The Old County Ground is cricket ground, located at West Malling, historically called Town Malling, in the English county of Kent. It is known to have been used for cricket matches in 1705 and has been the home ground of Town Malling Cricket Club since their formation in 1827. Known under various names throughout its existence, the ground hosted 14 first-class cricket matches between 1836 and 1890.

History
The ground is first believed to have been used in 1705 in what is the first recorded organised cricket match to take place in Kent. A West Kent side played one from Chatham Cricket Club for a wager of 11 guineas a man. Sides from Town Malling first used it in 1799 and Town Malling Cricket Club was formed at the ground in 1827 by Thomas Selby and Silas Norton, partners in a law firm in the town.

Originally known as the New Cricket Ground, by 1830 the ground had become known as George Field when a match between Town Malling and Benenden attracted 8,000 spectators. Selby and Norton, backed financially by William Harris, 2nd Baron Harris, recruited Fuller Pilch to be the groundsman in 1835. Pilch, who was considered the greatest batsman in the country at the time, was from Norfolk and played cricket as a professional. He was paid £100 a year to play for the club, manage the ground and run the adjoining public house, the Cricketers.

Selby and Norton organised a series of matches between Town Malling sides and county teams or ones selected by MCC as England XIs. A total of 11 matches took place between 1836 and 1841, ten of which were given retrospective first-class cricket status and are considered to have been played by a Kent team. The other match was played against a Kent side in 1836, attracting up to 6,000 spectators.  Pilch played for Town Malling in this match but otherwise played in the Kent side, having qualified by residence, including the three against England sides. The first of these was a benefit match for Pilch and saw Kent defeat England by two runs.

Despite Selby and Norton's ambitions, Town Malling proved to be too small to support a formally organised county club and Kent County Cricket Club was formed from the Beverley club in Canterbury during the 1842 Canterbury Cricket Week. Pilch moved to the new Kent club to play as well as to manage the Beverley Ground and run the Saracen's Head inn in the city as well. The new Kent club was focussed on playing matches at Canterbury and first-class cricket did not return to Town Malling until 1878.

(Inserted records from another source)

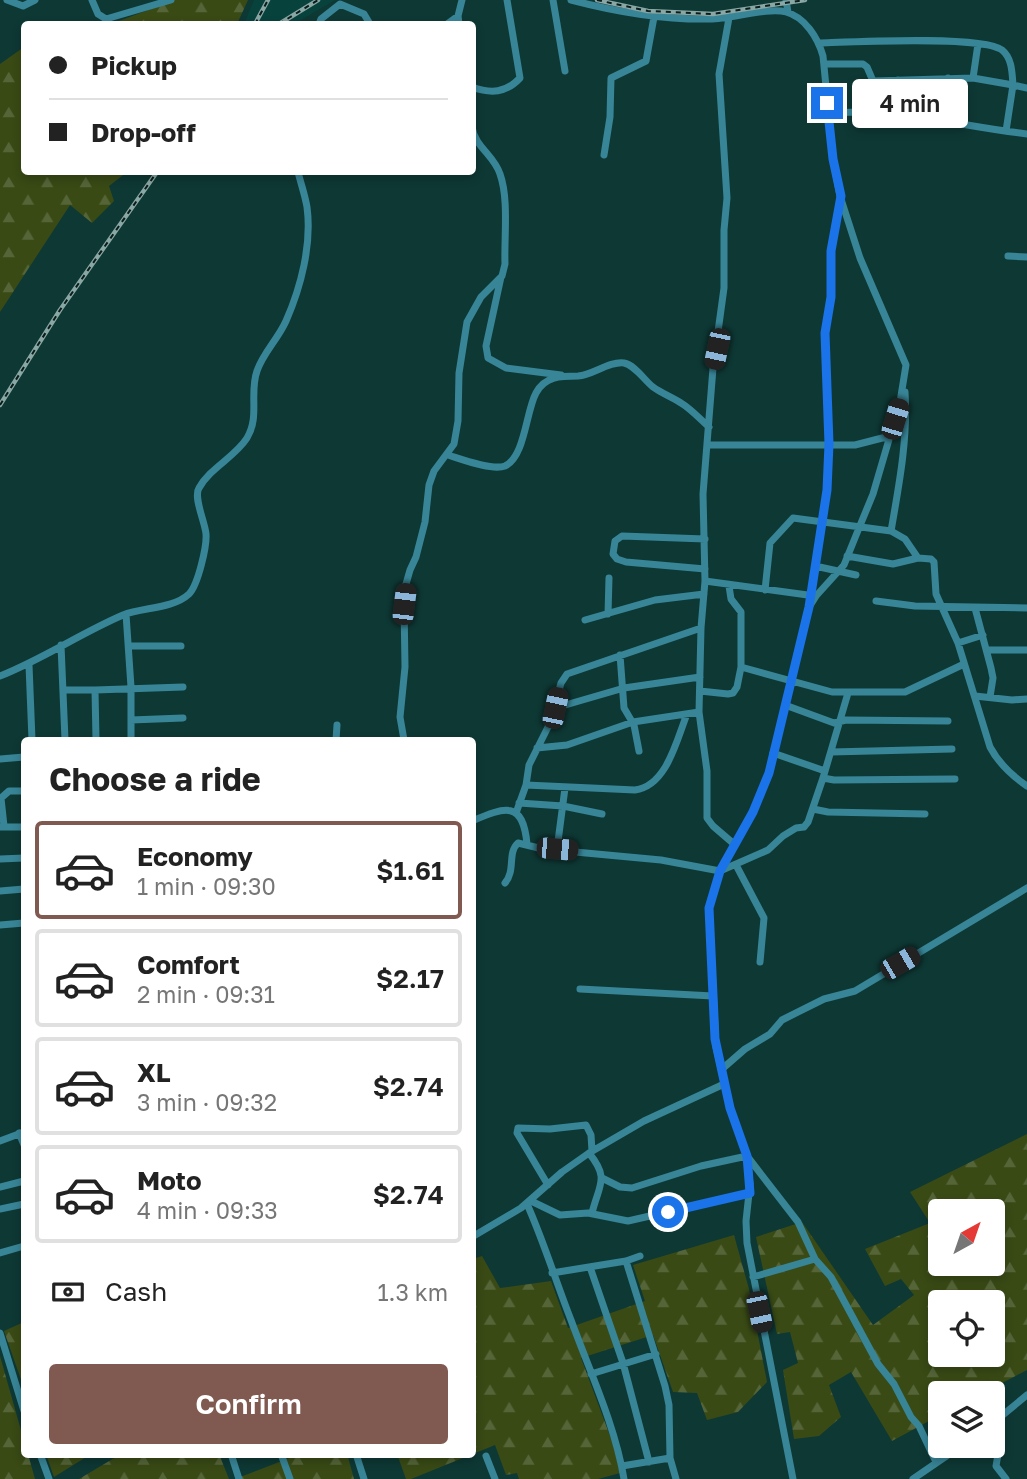 <!DOCTYPE html>
<html lang="en">
<head>
<meta charset="utf-8">
<style>
  body { margin:0; font-family:"Golos Text",sans-serif; background:#f2f2f2; color:#222; height:100vh; display:flex; flex-direction:column; font-size:26px; white-space:nowrap }
  * { box-sizing:border-box; margin:0 }
  p { font-size:23px; color:#767676 }
  .icon { flex:none; width:38px; height:38px; fill:none; stroke:currentColor; stroke-width:2; stroke-linecap:round; stroke-linejoin:round }
  .map { position:relative; flex:1; overflow:hidden }
  .sheet { position:absolute; left:21px; top:737px; width:455px; height:721px; display:flex; flex-direction:column; background:#fff; border-radius:7px; box-shadow:0 4px 10px #0003 }
  .sheet>* { flex:none }
  .top-card { position:absolute; left:21px; top:21px; width:455px; height:154px; border-radius:7px; box-shadow:0 4px 10px #0003; display:grid; align-content:center; height:154px; padding:0 28px; background:#fff }
  .needle { width:46px; rotate:40deg }
  .tools { position:absolute; left:928px; top:1199px; display:grid; gap:14px }
  .tools a { display:grid; place-items:center; width:77px; height:77px; border-radius:7px; background:#fff; box-shadow:0 4px 10px #0003; font-size:35px }
  .end { position:absolute; width:32px; height:32px; margin:-16px; border:9px solid #1a73e8; background:#fff; box-shadow:0 0 0 4px #fff }
  .from { border-radius:50% }
  .bubble { position:absolute; height:49px; border-radius:7px; background:#fff; box-shadow:0 4px 10px #0003; font-size:23px; font-weight:600; line-height:49px; text-align:center }
  .car { position:absolute; width:21px; height:42px; margin:-21px -10px; border-radius:9px; box-shadow:0 0 5px 2px #0007; background:linear-gradient(#222 24%,#8ab4d8 0 40%,#222 0 76%,#8ab4d8 0 86%,#222 0) }
  .top-card b { display:flex; align-items:center; gap:24px; height:66px; font-size:26px }
  .top-card b+b { border-top:2px solid #e0e0e0 }
  .top-card i { width:18px; height:18px; background:#222 }
  ul { padding:0; list-style:none }
  li { display:flex; align-items:center; gap:21px; height:98px; margin:0 14px 10px; padding:0 14px; border:4px solid #e0e0e0; border-radius:7px }
  li div { flex:1 }
  li b { display:block; font-size:26px }
  li em { font-style:normal; font-weight:600 }
  li.current { border-color:#805a50 }
  li>.icon { width:63px; height:63px; stroke-width:1.5 }
  h2 { padding:0 28px; font-size:32px; line-height:84px }
  .pay { display:flex; align-items:center; gap:18px; height:77px; padding:0 28px; font-size:26px }
  .pay p { margin-inline-start:auto }
  .action { display:flex; gap:14px; margin-top:auto; padding:14px 28px }
  .action a { flex:1; height:80px; border-radius:7px; background:#805a50; color:#fff; font-size:28px; font-weight:600; line-height:80px; text-align:center }
  .map>svg:first-child { display:block }
</style>
</head>
<body>
<div class="map">
<svg width="1027" height="1479" viewBox="0 0 1027 1479">
  <defs>
    <pattern id="forest-firs" width="22" height="20" patternUnits="userSpaceOnUse" patternTransform="scale(1.75)"><rect width="22" height="20" fill="#394a15"/><path d="M5 1l3.5 6h-7zM16 11l3.5 6h-7z" fill="#556538"/></pattern>
  </defs>
  <rect width="100%" height="100%" fill="#0e3834"/>
  <!-- built -->
  <path fill="#08423d" d="M254 0H335L294 24H244Z"/>
  <!-- forest -->
  <path fill="url(#forest-firs)" fill-rule="evenodd" d="M175 0H248L237 24H111Z
    M24 47V172H127L109 186 114 201 92 223 70 205 0 312V64Z
    M1027 1134V1370L983 1393H940V1415L892 1441 851 1372 829 1385 841 1417 819 1436 794 1439 783 1370 798 1363 790 1332 777 1334 756 1237 802 1222 873 1325 914 1295 901 1279 885 1286 865 1249 930 1223 910 1192ZM940 1211H992V1264H940ZM940 1302H992V1354H940Z
    M734 1235 749 1289 767 1382 738 1412 707 1420 697 1393 673 1392 653 1335 581 1358 613 1444 620 1473 598 1479H519L517 1473 506 1475 495 1445 411 1479H406L397 1454H472L473 1259 482 1256 500 1288 551 1281 568 1328 645 1301 633 1265Z
    M24 1322V1388L4 1331Z
    M0 1356 24 1441V1454H28L35 1479H0Z
    M46 1454H91L54 1477Z
    M121 1454H219L229 1479H79Z
    M300 1454H354L348 1457 354 1479H235Z"/>
  <g fill="none" stroke-linecap="round" stroke-linejoin="round">
    <!-- minor -->
    <path stroke="#388597" stroke-width="7" d="M7 0 23 6 35 0
      M92 0 98 14 106 19 171 0
      M553 0 565 71
      M571 0C617 12 662 20 710 19 731 19 768 7 786 12 805 17 818 38 823 56L833 159 840 196 860 258 906 365 900 402 873 494 859 528 844 565 816 596 809 607 769 773 753 812 720 871 709 908 716 1047 730 1108 747 1156 750 1184 746 1221 747 1243 793 1479
      M786 0 788 12
      M729 18 719 74 727 198 724 230V288L713 368 703 494 705 581 701 628 699 712 707 771V818L713 826 734 844
      M319 24 321 19 340 4 364 14 370 24
      M447 24 458 16
      M459 24 458 16 462 0
      M819 43C850 42 982 35 1002 50 1012 58 1012 72 1013 85L1027 88
      M824 64H863L867 67 873 81 973 78 1013 85 1006 131
      M973 78 978 44
      M472 87C491 94 506 93 520 78L507 0
      M828 113C895 108 961 126 1027 134
      M896 114 898 80
      M946 122 948 78
      M604 155 610 117 611 78 646 61 654 17
      M1008 256 1027 257
      M501 277 486 346 488 358 506 368 561 375
      M708 445H855L890 436
      M448 455C461 459 492 471 505 466 525 457 526 411 536 393 545 376 561 376 578 376 593 375 609 361 624 363 635 365 644 380 653 387 661 393 672 397 681 403 691 409 700 419 709 427
      M891 531C899 485 908 439 905 392
      M847 556 893 564 918 558
      M815 566 856 575
      M705 569 626 562 617 559 613 554 615 541 622 536 705 539
      M705 581 815 596
      M729 586 731 599 741 612V667
      M765 590 770 543 793 518 891 531 905 539 918 558 931 559 934 562 936 594 958 643 990 747C999 764 1011 775 1027 786
      M876 601 915 606 1027 608
      M810 602 827 490 829 445 825 333 831 297V251L840 200
      M975 608 991 668 993 678 990 697
      M126 614 131 687V740
      M608 614 609 578
      M585 620 655 600 704 594
      M958 643 983 635
      M61 645 65 740
      M129 646H181
      M988 650H1027
      M620 655 624 708 634 725 639 751
      M29 665 32 740
      M0 676C43 659 81 633 123 615 143 607 173 609 189 594 198 585 207 546 206 534 205 522 193 497 199 488 210 468 235 457 247 438 260 417 249 393 257 371 263 353 278 339 286 321 301 287 312 244 307 207 305 195 301 184 298 172
      M65 690H95
      M700 691 728 694 733 693 737 687 741 667 832 692H905L964 664
      M975 696 1012 700 1027 699
      M785 705 834 723 846 720 948 721
      M555 708 624 688 700 677
      M131 720 183 718
      M96 740 95 690 183 687
      M336 740 337 725
      M404 740 400 717 405 667 404 604 406 584 410 570 416 557 425 522 429 485 434 471 454 444 458 421 459 373 467 322 481 297 502 276 505 264C504 237 509 199 500 174 494 155 475 147 472 127
      M537 748 567 745 633 722 699 712
      M831 752 952 749
      M773 753 825 771
      M0 759 24 757
      M823 778 834 780 955 779
      M526 785 635 790C667 786 677 739 687 714
      M519 803 563 806 602 814
      M813 809 828 812 925 814
      M516 813 526 785 529 765 550 723 561 683 567 674 701 628
      M472 821C505 807 523 800 527 844
      M4 826 1 798 9 791H24
      M1 827H24
      M557 849 565 788
      M0 859 24 858
      M736 865 764 918 760 962
      M505 883C516 870 507 853 518 843L543 849 661 860 720 871 768 850 783 836 796 828 804 827 808 822 823 778 848 693
      M0 891 24 889
      M0 925 24 923
      M580 989 713 996
      M722 1069 745 1049 770 1034 782 1020 824 999 855 991 1027 888
      M19 1133 24 1145
      M0 1141 24 1132
      M589 1153C610 1179 599 1184 592 1213
      M602 1178 620 1187 632 1188 701 1166 747 1156 798 1222 815 1259 831 1277 878 1364 894 1384 911 1417 919 1426 936 1462
      M548 1185 517 1133 518 1128 550 1129 586 1125 591 1135 592 1151
      M0 1187 24 1181
      M531 1201 560 1215 588 1213 628 1221 750 1193
      M527 1204C544 1242 556 1282 571 1320 590 1372 615 1425 624 1479
      M0 1209 24 1204
      M472 1237 521 1208 562 1172 589 1153 644 1121 724 1084
      M0 1253 24 1246
      M626 1261 665 1386 669 1405 670 1458 676 1479
      M590 1267 623 1363 649 1462
      M552 1273 626 1261 640 1256
      M753 1277 815 1259
      M0 1333 24 1411
      M591 1374 656 1354
      M995 1422 1001 1437 996 1466 1006 1479
      M993 1423 1027 1395
      M40 1454 49 1479
      M231 1454 239 1479
      M281 1454 290 1479
      M356 1454 364 1479
      M486 1456 495 1479
      M622 1466 670 1458
      M913 1479 961 1446"/>
    <defs>
      <path id="rail" d="M597 0 648 11 713 14 805 0
        M255 24 268 0
        M279 24 318 0
        M0 405 60 310 157 172"/>
    </defs>
    <!-- rail casing -->
    <use href="#rail" stroke="#89a7a4" stroke-width="4.5"/>
    <!-- rail -->
    <use href="#rail" stroke="#0b1c1a" stroke-width="2" stroke-dasharray="5" stroke-linecap="butt"/>
  </g>
  <g fill="none" stroke-linecap="round" stroke-linejoin="round">
    <!-- route -->
    <path stroke="#1a73e8" stroke-width="9" d="M668 1212 750 1193 747 1156 730 1108 715 1039 709 908 720 871 753 812 769 773 809 607 827 490 829 444 825 333 831 297V251L841 196 833 159 827 103"/>
  </g>
</svg>
<div class="tools">
<a><svg class="needle" viewBox="-14 -14 28 28"><path d="M0-13l5 13h-10z" fill="#e53935"/><path d="M0 13l5-13h-10z" fill="#767676"/></svg></a>
<a><svg class="icon" aria-label="locate" viewBox="0 0 24 24"><circle cx="12" cy="12" r="6"/><path d="M12 2v4M12 18v4M2 12h4M18 12h4"/></svg></a>
<a><svg class="icon" aria-label="layers" viewBox="0 0 24 24"><path d="M12 4l9 5-9 5-9-5zM3 14l9 5 9-5"/></svg></a>
</div>
<i class="end from" style="left:668px;top:1212px"></i>
<i class="end" style="left:827px;top:103px"></i>
<div class="bubble" style="left:852px;top:79px;width:116px">4 min</div>
<i class="car" style="left:717px;top:349px;rotate:192deg"></i>
<i class="car" style="left:895px;top:419px;rotate:17deg"></i>
<i class="car" style="left:404px;top:604px;rotate:7deg"></i>
<i class="car" style="left:555px;top:708px;rotate:12deg"></i>
<i class="car" style="left:557px;top:849px;rotate:95deg"></i>
<i class="car" style="left:900px;top:963px;rotate:60deg"></i>
<i class="car" style="left:759px;top:1312px;rotate:168deg"></i>
<div class="top-card">
<b><i class="from"></i>Pickup</b>
<b><i></i>Drop-off</b>
</div>
<section class="sheet">
<h2>Choose a ride</h2>
<ul>
<li class="current"><svg class="icon" aria-label="car" viewBox="0 0 24 24"><path d="M5 17H2v-5l4-1 3-4h7l3 4 3 1v5h-3M9 17h6M6 11h13"/><circle cx="7" cy="17" r="2"/><circle cx="17" cy="17" r="2"/></svg><div><b>Economy</b><p>1 min · 09:30</p></div><em>$1.61</em></li>
<li><svg class="icon" aria-label="car" viewBox="0 0 24 24"><path d="M5 17H2v-5l4-1 3-4h7l3 4 3 1v5h-3M9 17h6M6 11h13"/><circle cx="7" cy="17" r="2"/><circle cx="17" cy="17" r="2"/></svg><div><b>Comfort</b><p>2 min · 09:31</p></div><em>$2.17</em></li>
<li><svg class="icon" aria-label="car" viewBox="0 0 24 24"><path d="M5 17H2v-5l4-1 3-4h7l3 4 3 1v5h-3M9 17h6M6 11h13"/><circle cx="7" cy="17" r="2"/><circle cx="17" cy="17" r="2"/></svg><div><b>XL</b><p>3 min · 09:32</p></div><em>$2.74</em></li>
<li><svg class="icon" aria-label="car" viewBox="0 0 24 24"><path d="M5 17H2v-5l4-1 3-4h7l3 4 3 1v5h-3M9 17h6M6 11h13"/><circle cx="7" cy="17" r="2"/><circle cx="17" cy="17" r="2"/></svg><div><b>Moto</b><p>4 min · 09:33</p></div><em>$2.74</em></li>
</ul>
<div class="pay"><svg class="icon" aria-label="cash" viewBox="0 0 24 24"><path d="M3 7h18v10H3z"/><circle cx="12" cy="12" r="2"/></svg>Cash<p>1.3 km</p></div>
<div class="action"><a>Confirm</a></div>
</section>
</div>
</body>
</html>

Kent played four further matches on the ground between 1878 and 1890, two in 1878 and one in 1879 before the final match in 1890. Several players were critical of the ground – Francis MacKinnon complained of having to change in an oast house, with access via a stepladder, while William Patterson found "neither the gate nor the accommodation satisfactory". Kent's match with Sussex in 1890 was the final first-class fixture played on the ground. The ground was used for occasional Kent Second XI matches from 1903 to 1914.

The ground is reputed to be the inspiration for Dickens' portrayal of a cricket match between All Muggleton and Dingley Dell in The Pickwick Papers. The depiction of the match that was used on the back of the series E ten pound note includes a church which is modelled on West Malling's parish church.

Records on the ground
A total of 14 first-class matches have been played on the ground, all featuring Kent sides as the home team.
Highest total: 262 by Lancashire against Kent, 1878
Lowest total: 27 by Kent against Sussex, 1836
Highest partnership: 80, 3rd wicket by R Daft and J Selby, for Nottinghamshire against Kent, 1878
Highest individual score: 81, VPFA Royle, for Lancashire against Kent, 1878
Best bowling in an innings: 9 wickets, FW Lillywhite, for Sussex against Kent, 1836 and W Clarke, Nottinghamshire against Kent, 1840
Best bowling in a match: 15/35, F Morley, for Nottinghamshire against Kent, 1878

The number of runs conceded by Lillywhite and White in taking nine wickets in an innings are unknown. It was not usual in the early Victorian period for the runs conceded by a bowler to not be included in the scores kept.

Matches contested before 1842 were contested by a team representing Kent before the formation of the first Kent Cricket Club at Canterbury in August 1842. Matches held between 1878 and 1890 were contested by the formal Kent County Cricket Club which was constituted in 1870.

Current ground
The ground was put up for sale in 1926 along with  of land in the same estate. At the time scores were shown in the window of an oast house on the side of the ground and it was used for other outdoor events in the town. It was described by The Times:

It is a fine old ground in delightful surroundings and is blessed with excellent natural turf such as is rarely to be found on cricket grounds
– The Times, 13 August 1926

The ground was bought by an anonymous benefactor at auction in August 1926 and later purchased by Kent County Council in 1929. It is still in use by Town Malling Cricket Club, who negotiated a 35-year lease with the council in 1987, with the option of purchasing the ground should the council wish to sell it. A new pavilion was opened by Kent cricketer Richard Ellison in 1992 and the lease was extended for another 100 years in 2016 after the ground had been purchased by West Malling Parish Council in 1994. Other than its continued use by Town Malling Cricket Club, it is also used regularly as the home ground of Town Malling United football club.